The following are some best practices:
- The collection of statistics should be targeted, especially the columns where the statistics are collected should appear in: join predicates, WHERE conditions, GROUP BY clauses, etc. If the column is inside an index, you can specify ONLY ON KEY COLUMNS in the RUNSTATS statement to constrain the scope of the collection.
- Customize num_freqvalues and num_quantiles for the specified tables and columns to avoid over-collection.
- When collecting DETAILED statistics for indexes, adding the SAMPLE DETAILED clause can reduce background computation time. the SAMPLE DETAILED clause can provide proper accuracy in most cases.
- When creating a new index to a table, adding the COLLECT STATISTICS clause can collect the index statistics while creating the index, thus avoiding re-collection.
- When a large number of table records are inserted or deleted, if the data in the column where the statistics are collected changes significantly, the RUNSTATS statement needs to be executed to collect them again.
- The RUNSTATS statement can only collect a single database partition, if there is skewed data distribution in multiple database partitions, you need to use REDISTRIBUTE DATABASE PARTITION GROUP statement to redistribute the data first, and then run the RUNSTATS statement.
If you don’t have the above query performance tuning domain knowledge, or you don’t want to manually analyze the statements to build up the RUNSTATS command, never mind, IBM Data Management Console (DMC) has provided the functionality to help you to generate the RUNSTATS command for db2 to collect only the necessary statistics for a specific SQL statement or multiple SQL statements (Workload). Within DMC, you can just input your SQL statements there, and start a tuning task, then DMC will generate the recommended RUNSTATS commands for you.
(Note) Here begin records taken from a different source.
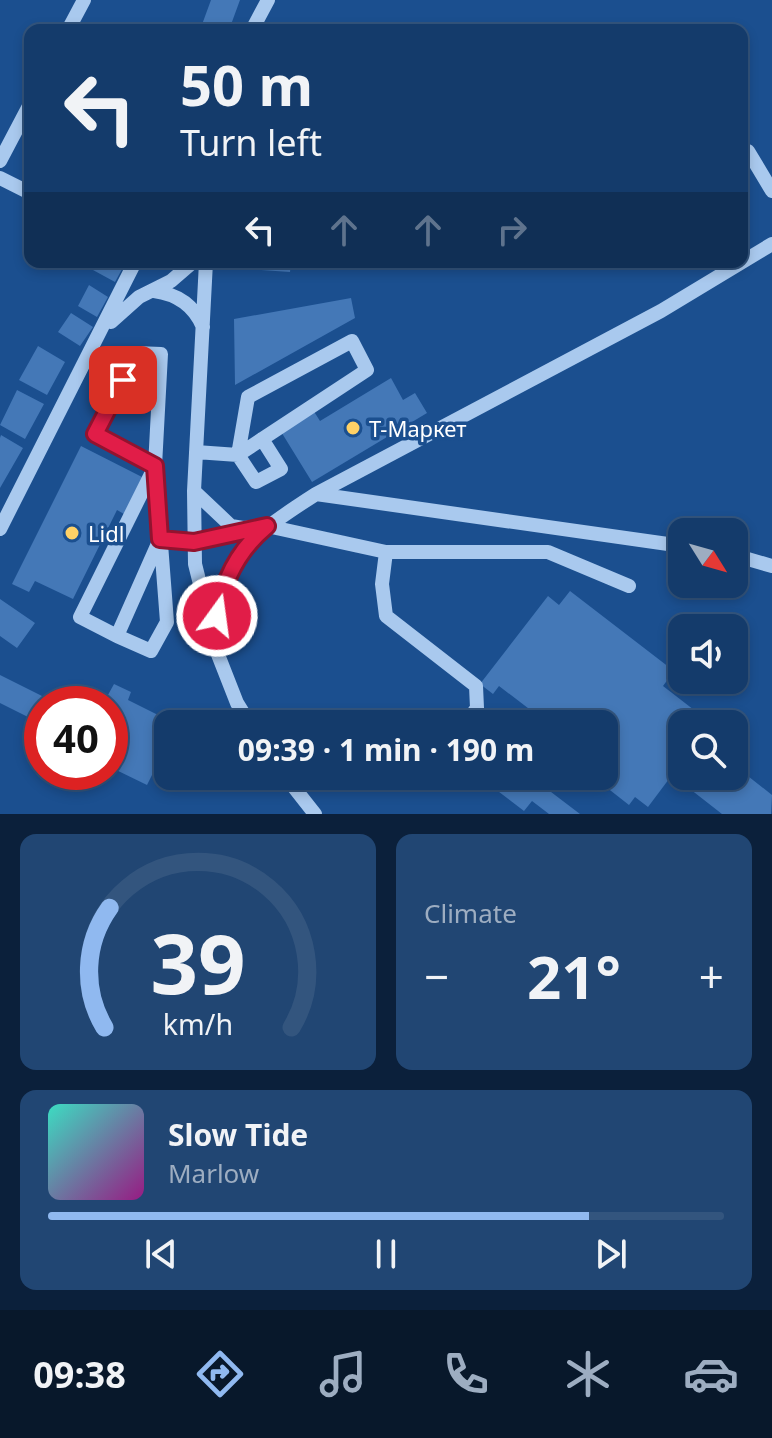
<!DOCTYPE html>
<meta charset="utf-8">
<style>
body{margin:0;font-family:"Noto Sans",sans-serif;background:#214673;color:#f1f3f6;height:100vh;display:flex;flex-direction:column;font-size:30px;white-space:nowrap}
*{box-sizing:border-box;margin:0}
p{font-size:26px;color:#9dadc1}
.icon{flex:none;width:44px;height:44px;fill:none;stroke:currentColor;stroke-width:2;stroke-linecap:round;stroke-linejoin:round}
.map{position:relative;height:814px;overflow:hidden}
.sheet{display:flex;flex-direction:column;gap:20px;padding:20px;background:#0b203b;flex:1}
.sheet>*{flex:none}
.guide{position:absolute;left:24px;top:24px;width:724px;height:244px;border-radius:16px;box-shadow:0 4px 12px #0003,0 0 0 2px #33557e;background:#143b6b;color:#f1f3f6;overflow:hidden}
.needle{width:52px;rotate:127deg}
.buttons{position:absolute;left:668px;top:518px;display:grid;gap:16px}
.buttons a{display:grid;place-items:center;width:80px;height:80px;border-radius:16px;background:#143b6b;box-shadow:0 4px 12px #0003,0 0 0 2px #33557e;font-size:40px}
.speed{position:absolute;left:24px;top:686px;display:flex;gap:16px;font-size:40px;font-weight:700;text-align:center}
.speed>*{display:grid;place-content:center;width:104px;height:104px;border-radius:50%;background:#143b6b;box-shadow:0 4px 12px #0003,0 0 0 2px #33557e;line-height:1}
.speed .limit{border:12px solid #d22;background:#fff;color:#111}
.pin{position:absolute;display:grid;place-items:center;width:68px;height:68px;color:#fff;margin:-34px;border-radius:16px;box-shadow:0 4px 12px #0006}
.me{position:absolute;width:88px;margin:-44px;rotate:14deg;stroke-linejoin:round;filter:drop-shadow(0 0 6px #0008)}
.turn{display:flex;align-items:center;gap:28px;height:168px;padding:0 24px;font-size:36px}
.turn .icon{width:104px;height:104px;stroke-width:2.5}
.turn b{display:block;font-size:56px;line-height:68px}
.lanes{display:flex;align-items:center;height:76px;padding:0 24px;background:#0003;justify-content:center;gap:40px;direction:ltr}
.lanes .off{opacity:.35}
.big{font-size:60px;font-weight:700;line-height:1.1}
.sheet .tile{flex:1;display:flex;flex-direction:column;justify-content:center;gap:12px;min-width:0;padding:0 28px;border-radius:16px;background:#214673}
.sheet .dial{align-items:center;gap:0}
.dial svg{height:208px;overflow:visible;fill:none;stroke:#33557e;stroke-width:7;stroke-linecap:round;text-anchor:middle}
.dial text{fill:#f1f3f6;stroke:none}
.song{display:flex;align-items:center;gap:24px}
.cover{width:96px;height:96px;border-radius:12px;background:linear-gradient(135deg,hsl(170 70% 55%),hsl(310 70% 35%))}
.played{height:8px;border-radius:4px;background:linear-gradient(90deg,#90b9f0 80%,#33557e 80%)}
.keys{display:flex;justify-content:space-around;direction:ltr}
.heat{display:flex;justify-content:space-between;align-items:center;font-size:44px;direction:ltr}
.sheet .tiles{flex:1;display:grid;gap:20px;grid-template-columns:1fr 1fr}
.tile:last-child{grid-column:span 2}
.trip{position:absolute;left:154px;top:710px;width:464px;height:80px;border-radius:16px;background:#143b6b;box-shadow:0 4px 12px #0003,0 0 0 2px #33557e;font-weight:700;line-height:80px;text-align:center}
.dock{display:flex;height:128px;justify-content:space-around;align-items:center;background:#08182b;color:#9dadc1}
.dock .icon{width:56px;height:56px}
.dock .on{color:#90b9f0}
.dock b{font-size:36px;color:#f1f3f6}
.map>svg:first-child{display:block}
.building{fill:#4478b7}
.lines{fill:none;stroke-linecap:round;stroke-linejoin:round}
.minor{stroke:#a9c9ee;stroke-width:14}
.route-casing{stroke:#92132f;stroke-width:20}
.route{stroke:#e11d48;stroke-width:14}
.poi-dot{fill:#ffd166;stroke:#1b4f8f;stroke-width:3}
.labels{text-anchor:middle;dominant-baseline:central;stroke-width:7;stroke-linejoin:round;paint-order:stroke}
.poi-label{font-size:22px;fill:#fff;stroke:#1b4f8f;text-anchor:start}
</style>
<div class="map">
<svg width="772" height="814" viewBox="0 0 772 814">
<rect width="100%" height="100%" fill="#1b4f8f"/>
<path class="building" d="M211 0H240L229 30H200Z
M98 262H126L115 282 93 270Z
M235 262H291L290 272 235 268Z
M89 285 108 297 97 317 78 306Z
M351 298 355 318 235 385 234 319Z
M71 313 93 327 80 346 58 332Z
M38 346 65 362 47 395 19 380Z
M391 378 403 400 415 393 427 413 312 482 280 430 313 410 320 421Z
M17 390 44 404 25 439 0 425Z
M1 435 23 448 0 488V438Z
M81 446 142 477 124 514 117 510 73 599 35 581 29 592 12 584Z
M570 591 674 671 663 686 707 720 704 724H682V776H734V765L772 795 771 814H722L672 775 648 807 635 797 629 805 592 776H604V724H529L537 715 499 686 493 694 480 684 548 596 559 605Z
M0 599 35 623 17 648 0 636Z
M0 675 58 704H42V724L0 703Z
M114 684 131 692 128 700 176 724H168V743L147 785 110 767V704H103Z
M478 776H530L580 814H549L532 801 524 811Z"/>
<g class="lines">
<path class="minor" d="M68 30 84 0
M252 30 268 0
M748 151 772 191
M0 161 30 104
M0 178 30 193
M206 262 194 491 195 564 217 652 237 703 250 724
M154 291C177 294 194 305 203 327
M111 322 139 297 171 281 193 262
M196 452 238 455 367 370 352 341 248 397 238 455 256 482 281 469 262 439
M194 491 231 526 243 528 267 526 386 552
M316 494 682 546
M0 529 135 262
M734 555 772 566
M117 636 151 651 167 622 155 466 95 434 136 353 161 354 155 466 80 617 117 636 160 539 194 542 267 526
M217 652C216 561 243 541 316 494L661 311 772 244
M465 724 477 708 476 686 386 616 382 584 386 552H548L629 586
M285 776 315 814"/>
</g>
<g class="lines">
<g class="route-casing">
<path id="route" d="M123 380 95 434 155 466 160 539 194 542 267 526C238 550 223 580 217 616"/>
</g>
<use href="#route" class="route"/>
</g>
<g class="poi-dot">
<circle cx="353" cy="428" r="8"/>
<circle cx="72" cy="533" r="8"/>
</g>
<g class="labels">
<g class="poi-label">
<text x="369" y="428">Т-Маркет</text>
<text x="88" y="533">Lidl</text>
</g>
</g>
</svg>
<div class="buttons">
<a><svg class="needle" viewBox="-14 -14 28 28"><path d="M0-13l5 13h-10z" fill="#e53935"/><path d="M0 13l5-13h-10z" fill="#9dadc1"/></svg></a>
<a><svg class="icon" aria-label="sound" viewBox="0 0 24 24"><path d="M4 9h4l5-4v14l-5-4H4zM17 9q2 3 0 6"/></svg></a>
<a><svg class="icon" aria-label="search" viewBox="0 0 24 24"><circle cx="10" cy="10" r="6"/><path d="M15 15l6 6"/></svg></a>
</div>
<div class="speed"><div class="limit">40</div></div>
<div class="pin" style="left:123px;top:380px;background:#d93025"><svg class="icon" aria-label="arrive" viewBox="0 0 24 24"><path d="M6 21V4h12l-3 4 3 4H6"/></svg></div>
<svg class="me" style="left:217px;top:616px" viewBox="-20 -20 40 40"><circle r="17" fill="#e11d48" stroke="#fff" stroke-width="3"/><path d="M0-11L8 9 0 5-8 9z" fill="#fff"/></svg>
<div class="trip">09:39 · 1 min · 190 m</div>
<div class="guide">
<div class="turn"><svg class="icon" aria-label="left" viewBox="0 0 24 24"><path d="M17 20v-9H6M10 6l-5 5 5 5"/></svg><div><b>50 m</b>Turn left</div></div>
<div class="lanes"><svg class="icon" aria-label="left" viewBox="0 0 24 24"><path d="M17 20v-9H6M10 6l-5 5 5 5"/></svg><svg class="icon off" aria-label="ahead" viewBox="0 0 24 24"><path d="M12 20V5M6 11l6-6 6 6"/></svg><svg class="icon off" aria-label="ahead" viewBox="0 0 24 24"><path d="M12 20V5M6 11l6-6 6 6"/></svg><svg class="icon off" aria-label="right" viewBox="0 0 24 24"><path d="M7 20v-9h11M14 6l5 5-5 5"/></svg></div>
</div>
</div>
<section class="sheet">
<div class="tiles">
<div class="tile dial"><svg viewBox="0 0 100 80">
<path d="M14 69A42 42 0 1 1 86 69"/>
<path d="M14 69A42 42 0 0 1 16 23" stroke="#90b9f0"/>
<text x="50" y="56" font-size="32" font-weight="700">39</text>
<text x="50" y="72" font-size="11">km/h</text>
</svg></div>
<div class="tile"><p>Climate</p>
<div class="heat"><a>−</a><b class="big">21°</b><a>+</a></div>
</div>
<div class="tile">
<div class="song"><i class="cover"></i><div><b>Slow Tide</b><p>Marlow</p></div></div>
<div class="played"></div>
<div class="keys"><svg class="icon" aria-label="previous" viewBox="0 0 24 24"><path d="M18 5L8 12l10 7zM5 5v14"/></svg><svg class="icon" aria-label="pause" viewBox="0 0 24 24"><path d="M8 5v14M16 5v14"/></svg><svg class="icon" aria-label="next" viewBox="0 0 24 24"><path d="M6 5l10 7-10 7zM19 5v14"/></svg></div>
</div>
</div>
</section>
<nav class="dock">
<b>09:38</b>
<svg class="icon on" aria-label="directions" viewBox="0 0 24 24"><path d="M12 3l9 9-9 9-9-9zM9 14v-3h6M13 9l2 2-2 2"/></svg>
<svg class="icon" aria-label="music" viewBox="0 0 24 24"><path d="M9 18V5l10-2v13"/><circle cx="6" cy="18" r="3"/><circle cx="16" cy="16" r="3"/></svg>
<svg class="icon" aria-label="phone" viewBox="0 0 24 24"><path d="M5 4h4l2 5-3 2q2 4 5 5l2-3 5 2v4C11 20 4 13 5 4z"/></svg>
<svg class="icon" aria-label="climate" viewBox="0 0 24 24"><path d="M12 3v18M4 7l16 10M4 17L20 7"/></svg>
<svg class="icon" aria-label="car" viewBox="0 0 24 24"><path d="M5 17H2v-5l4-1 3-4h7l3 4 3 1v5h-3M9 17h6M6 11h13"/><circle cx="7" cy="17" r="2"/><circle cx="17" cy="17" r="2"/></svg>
</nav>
Download IBM Data Management Console from https://www.ibm.com/products/db2-data-management-console and have a try.
Conclusion
This article introduces the statistics in Db2 catalog tables,
which includes the explanation of the statistics types, how Db2 estimates cost based on statistics, the methods and principles of collecting statistics, some best practices, and the tool (IBM Data Management Console) to automate statistics collection. Hope it can help you better understand statistics in Db2 catalog tables and how to collect it and use it.